Crowd cheers, deadline-writers stood pat, itching to get the last few numbers to complete their recap at press row, Pacquiao’s camera-hungry entourage were jockeying for position for their chance to videobomb his post-fight interview as they all waited for the next scores. Things seemed like they were going to go down as expected and all that remained were the formalities.
But something else happened.
“Judge C.J. Ross scores the bout 115-113 for Bradley,” Buffer then continued. Pacquiao bowed his head, perplexed and seemingly unsure if he heard the numbers right. The arena reacted with a mixture of cheers from the Bradley supporters, and dumbfounded looks from the rest.
“And judge Duane Ford scored it 115-113 for the winner by split decision...” Buffer paused, the suspense hanging with his breath.

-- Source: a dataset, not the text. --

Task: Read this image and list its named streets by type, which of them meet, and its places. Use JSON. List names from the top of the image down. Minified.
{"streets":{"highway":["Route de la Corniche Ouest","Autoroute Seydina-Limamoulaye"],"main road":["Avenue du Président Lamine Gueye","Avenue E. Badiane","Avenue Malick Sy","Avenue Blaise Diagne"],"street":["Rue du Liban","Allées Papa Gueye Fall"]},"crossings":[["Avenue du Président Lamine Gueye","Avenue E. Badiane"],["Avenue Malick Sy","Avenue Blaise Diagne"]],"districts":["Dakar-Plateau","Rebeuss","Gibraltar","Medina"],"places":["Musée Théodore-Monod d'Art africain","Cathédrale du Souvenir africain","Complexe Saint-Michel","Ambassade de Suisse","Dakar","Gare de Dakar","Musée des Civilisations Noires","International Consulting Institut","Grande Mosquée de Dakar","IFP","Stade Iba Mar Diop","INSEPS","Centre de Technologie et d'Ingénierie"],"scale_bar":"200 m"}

“And the new!!!” he proceeded and then announced Bradley as the winner. The crowd absorbed and protested the decision with a chorus of boos, while Pacquiao could only helplessly look around him for answers. Bradley on the other hand looked like a kid who just opened his gifts on Christmas morning and found a Playstation 4 with his name on it as he ran to the corner to celebrate what appeared to have been a gift from the boxing gods.

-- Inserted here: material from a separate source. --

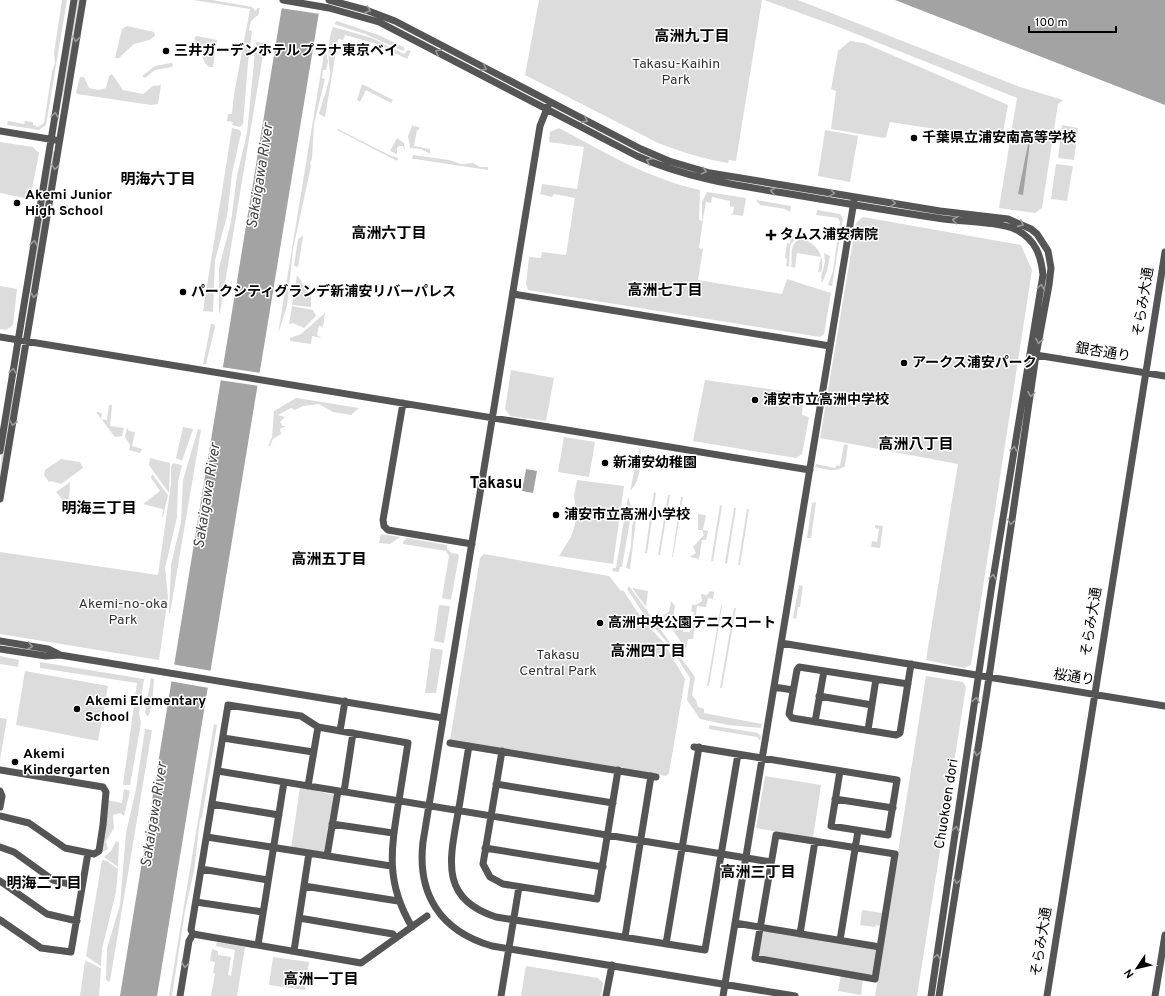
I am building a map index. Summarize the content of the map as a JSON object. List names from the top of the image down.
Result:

Everyone knows about the controversy behind Pacquiao and Bradley’s first fight, but only a few can recall how each round really unfolded. A plethora of theories surrounded the decision — from conspiracies involving the promoter, Bob Arum, to the mafia and gambling odds, down to judges getting back at Pacquiao for causing a delay to the start of the fight, because he was allegedly watching Game 7 of the NBA Eastern Conference Finals between the Miami Heat and his favorite team, the Boston Celtics.
Some called it “the worst decision in boxing history,” and Arum, for his part, blasted the judges at the post-fight press conference. I wasn’t able to find a single soul at the fight, at press row, nor around the MGM bars and lobby that night who thought Bradley won.
"Can you believe that? Unbelievable!" Arum chided as he labeled the decision makers anywhere from being “blind” and “senile”. "I went over to Bradley before the decision and he said, ‘I tried hard but I couldn't beat the guy,’” Arum spieled.
Ringside punching statistics supported the masses with Pacquiao landing 253 punches to 159 for Bradley. Compubox had Pacquiao landing more punches in 10 of the 12 rounds.
So what happened?
With the rematch approaching on Saturday, April 12, I reviewed the HBO telecast of the fight on mute (to avoid being influenced by commentary) from start to finish for this piece to try and find an angle on how Bradley could possibly come out with a split decision win.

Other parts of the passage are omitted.